**Exercise aim:** With "Normal" as the search word, show every line of the material that has it.

# # # # # # #

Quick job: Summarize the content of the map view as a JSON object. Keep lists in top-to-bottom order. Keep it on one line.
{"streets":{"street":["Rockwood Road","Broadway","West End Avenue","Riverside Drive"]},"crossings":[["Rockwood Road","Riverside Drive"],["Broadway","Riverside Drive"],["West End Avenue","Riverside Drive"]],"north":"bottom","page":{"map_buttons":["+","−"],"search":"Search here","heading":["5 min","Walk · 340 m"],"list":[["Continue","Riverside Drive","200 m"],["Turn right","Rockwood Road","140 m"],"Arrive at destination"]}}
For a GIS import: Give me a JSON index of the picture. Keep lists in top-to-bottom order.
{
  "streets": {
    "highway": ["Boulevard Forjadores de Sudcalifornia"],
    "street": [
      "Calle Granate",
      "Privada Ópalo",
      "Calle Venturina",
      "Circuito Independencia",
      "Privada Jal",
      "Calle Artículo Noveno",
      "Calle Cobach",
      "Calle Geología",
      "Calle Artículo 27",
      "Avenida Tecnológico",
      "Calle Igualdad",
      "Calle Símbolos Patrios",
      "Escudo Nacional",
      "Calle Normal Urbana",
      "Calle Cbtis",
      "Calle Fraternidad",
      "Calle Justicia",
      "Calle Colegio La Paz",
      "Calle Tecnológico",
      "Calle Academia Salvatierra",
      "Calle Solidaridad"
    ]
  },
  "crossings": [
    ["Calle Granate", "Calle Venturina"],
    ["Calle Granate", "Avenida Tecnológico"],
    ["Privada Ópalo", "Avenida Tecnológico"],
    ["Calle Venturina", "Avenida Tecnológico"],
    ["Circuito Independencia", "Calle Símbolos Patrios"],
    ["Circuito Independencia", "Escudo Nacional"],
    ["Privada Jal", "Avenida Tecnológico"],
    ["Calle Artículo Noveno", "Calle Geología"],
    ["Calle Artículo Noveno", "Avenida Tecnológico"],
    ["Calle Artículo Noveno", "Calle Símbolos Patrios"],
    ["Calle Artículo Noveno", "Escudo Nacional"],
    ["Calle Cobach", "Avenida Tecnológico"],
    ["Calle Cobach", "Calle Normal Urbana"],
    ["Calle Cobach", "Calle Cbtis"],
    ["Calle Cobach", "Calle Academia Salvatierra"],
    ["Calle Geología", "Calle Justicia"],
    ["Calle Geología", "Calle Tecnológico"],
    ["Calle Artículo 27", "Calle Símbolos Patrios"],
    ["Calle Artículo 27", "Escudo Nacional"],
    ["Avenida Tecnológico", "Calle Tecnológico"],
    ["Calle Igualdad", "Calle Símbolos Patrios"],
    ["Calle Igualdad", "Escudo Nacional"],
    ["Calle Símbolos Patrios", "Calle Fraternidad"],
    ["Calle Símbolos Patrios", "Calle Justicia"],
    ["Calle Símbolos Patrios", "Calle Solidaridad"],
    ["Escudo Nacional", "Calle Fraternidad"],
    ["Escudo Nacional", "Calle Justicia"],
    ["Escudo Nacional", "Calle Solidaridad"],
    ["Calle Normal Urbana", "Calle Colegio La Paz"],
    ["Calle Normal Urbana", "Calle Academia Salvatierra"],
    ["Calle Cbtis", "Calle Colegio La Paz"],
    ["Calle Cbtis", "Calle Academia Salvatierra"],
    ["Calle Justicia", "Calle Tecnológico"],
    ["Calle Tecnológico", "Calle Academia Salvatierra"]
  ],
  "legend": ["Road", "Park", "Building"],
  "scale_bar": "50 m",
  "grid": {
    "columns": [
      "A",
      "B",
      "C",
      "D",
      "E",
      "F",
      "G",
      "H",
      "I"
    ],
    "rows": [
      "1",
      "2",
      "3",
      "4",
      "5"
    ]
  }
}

# # # # # # #

**Reply to the task:**
      "Calle Normal Urbana",
    ["Calle Cobach", "Calle Normal Urbana"],
    ["Calle Normal Urbana", "Calle Colegio La Paz"],
    ["Calle Normal Urbana", "Calle Academia Salvatierra"],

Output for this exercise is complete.